Kathryn S. McKinley is a Principal Research Scientist at Google (2017-present). She was previously a Principal Researcher at Microsoft (2011-2017); an Endowed Professor of Computer Science at The University of Texas at Austin (2001-2013); and an Associate Professor at the University of Massachusetts (1993-2001). She received her BA, MS, and PhD from Rice University, where her PhD advisor was Ken Kennedy.
Her research aspires to make programming easy and the resulting programs correct and efficient. Her interests span programming languages, compilers, runtime systems, operating systems, cloud systems, and architecture with a focus on performance, parallelism, and memory systems. McKinley and her collaborators have produced software systems widely used in academia and industry, including the DaCapo Java Benchmarks, the Hoard memory manager (the memory manager in OS X), the MMTk memory management toolkit, the Immix garbage collector (used by Jikes RVM, Haxe, Rubinius, and Scala), the TRIPS Compiler, and the SHIM profiler with microsecond accuracy. At Microsoft, her work was deployed in the Bing Search engine (adaptive parallelism), the Band, and Azure cloud services (SLA autoscaling). Her current work focuses on analysis and tools for optimizing the performance and efficiency of Google's cloud.
Her early research focused on tools and automatic optimizations for parallel architectures. She introduced the first general purpose model for optimizing parallelism and locality together by reasoning about parallelism and the cache locality of dense matrix algorithms using loop permutation, loop reversal, fusion, and distribution (ICS 1992). This work was selected in 2014 for the ICS 25th Anniversary Volume.
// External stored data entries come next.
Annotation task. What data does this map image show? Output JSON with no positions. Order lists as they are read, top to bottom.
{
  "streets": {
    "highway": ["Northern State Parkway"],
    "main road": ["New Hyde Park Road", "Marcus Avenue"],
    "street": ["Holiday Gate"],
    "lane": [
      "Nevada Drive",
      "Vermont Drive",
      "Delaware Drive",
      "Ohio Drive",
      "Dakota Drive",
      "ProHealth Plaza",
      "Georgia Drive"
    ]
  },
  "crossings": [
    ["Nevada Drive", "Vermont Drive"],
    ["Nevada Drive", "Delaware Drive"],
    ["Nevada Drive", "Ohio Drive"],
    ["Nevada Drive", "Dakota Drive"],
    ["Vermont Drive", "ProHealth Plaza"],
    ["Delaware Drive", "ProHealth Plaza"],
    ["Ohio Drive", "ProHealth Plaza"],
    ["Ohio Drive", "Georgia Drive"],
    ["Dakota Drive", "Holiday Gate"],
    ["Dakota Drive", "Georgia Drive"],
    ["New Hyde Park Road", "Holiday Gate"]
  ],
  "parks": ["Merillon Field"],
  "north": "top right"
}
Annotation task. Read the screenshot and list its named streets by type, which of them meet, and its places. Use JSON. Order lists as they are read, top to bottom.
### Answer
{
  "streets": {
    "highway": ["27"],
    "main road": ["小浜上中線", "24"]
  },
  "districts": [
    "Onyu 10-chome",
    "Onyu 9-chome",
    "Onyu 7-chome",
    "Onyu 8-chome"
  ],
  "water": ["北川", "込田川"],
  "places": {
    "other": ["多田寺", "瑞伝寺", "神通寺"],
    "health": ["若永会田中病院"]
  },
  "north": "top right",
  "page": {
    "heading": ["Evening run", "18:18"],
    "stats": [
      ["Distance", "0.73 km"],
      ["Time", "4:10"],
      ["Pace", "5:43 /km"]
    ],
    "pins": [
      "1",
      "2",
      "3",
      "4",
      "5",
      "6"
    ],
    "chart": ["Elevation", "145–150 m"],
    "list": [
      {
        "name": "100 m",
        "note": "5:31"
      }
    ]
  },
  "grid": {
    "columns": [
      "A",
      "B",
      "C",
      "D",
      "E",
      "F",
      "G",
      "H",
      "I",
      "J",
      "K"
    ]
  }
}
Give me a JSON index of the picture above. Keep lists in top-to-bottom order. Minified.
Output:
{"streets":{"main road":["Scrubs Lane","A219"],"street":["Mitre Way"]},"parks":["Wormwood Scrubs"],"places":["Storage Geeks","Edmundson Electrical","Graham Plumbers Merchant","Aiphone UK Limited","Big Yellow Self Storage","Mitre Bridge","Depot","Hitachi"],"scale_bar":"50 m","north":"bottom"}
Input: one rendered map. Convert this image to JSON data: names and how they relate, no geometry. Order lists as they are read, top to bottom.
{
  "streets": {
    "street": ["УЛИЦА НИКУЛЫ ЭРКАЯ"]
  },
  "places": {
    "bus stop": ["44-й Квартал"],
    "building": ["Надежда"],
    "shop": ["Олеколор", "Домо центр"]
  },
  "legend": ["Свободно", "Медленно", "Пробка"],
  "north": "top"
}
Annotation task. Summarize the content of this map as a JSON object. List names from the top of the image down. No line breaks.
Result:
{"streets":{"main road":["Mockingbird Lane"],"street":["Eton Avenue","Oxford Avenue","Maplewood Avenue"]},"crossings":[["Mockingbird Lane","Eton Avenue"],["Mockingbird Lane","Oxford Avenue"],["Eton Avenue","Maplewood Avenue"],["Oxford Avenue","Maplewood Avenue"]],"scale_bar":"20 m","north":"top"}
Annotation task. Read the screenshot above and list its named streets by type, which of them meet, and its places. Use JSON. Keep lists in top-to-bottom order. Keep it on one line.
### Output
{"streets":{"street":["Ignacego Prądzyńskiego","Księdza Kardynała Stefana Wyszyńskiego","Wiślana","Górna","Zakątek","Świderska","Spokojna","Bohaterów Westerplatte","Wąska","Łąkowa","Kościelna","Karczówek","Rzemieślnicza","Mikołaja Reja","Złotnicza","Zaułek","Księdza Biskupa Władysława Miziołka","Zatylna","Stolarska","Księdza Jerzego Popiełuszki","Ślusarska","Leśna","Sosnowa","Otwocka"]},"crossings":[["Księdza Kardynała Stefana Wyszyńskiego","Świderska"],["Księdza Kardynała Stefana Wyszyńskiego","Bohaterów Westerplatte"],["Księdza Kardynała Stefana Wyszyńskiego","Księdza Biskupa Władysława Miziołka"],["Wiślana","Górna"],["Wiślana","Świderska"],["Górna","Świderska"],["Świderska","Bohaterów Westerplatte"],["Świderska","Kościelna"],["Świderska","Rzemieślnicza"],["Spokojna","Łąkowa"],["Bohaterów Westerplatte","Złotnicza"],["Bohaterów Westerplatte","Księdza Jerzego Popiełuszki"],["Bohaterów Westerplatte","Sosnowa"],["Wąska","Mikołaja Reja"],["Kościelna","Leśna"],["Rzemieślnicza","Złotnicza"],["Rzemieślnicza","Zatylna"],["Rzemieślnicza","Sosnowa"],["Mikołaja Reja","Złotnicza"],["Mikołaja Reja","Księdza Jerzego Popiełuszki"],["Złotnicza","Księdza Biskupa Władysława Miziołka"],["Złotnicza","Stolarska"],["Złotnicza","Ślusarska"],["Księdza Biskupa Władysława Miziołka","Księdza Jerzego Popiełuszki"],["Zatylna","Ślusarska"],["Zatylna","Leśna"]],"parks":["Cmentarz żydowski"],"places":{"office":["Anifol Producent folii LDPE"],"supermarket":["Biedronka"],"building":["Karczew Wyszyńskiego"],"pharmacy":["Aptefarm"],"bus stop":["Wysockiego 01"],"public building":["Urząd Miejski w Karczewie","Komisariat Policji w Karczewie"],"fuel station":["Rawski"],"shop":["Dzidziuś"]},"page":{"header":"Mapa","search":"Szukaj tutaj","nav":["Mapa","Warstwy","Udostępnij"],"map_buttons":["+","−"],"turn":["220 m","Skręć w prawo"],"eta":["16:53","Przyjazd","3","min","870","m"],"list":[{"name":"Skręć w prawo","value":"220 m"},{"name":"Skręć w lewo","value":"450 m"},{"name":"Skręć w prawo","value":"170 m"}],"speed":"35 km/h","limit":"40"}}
With her PhD student, Emery Berger, and collaborators, their ASPLOS 2000 paper introduced the first scalable memory manager that limits false sharing and synchronization, and provably controls external fragmentation. Scalable memory management is a required building block essential to scalable applications on today's multicore hardware. This algorithm remains widely used by IBM and Apple's OS X and was selected for the ASPLOS Influential Paper Award in 2019.
McKinley was a leader of the NSF Large ITR DaCapo research project. The DaCapo project introduced novel dynamic optimizations, garbage collectors, and runtime systems for managed languages. Contributions of this project included the introduction of now standard performance evaluation methodologies for dynamically optimized languages (OOPSLA 2006), the widely used DaCapo Java Benchmark Suite with 32,000+ downloads, and funding for over twenty graduated PhD students. The OOPSLA 2006 publication won the OOPSLA 2016 Test of Time award.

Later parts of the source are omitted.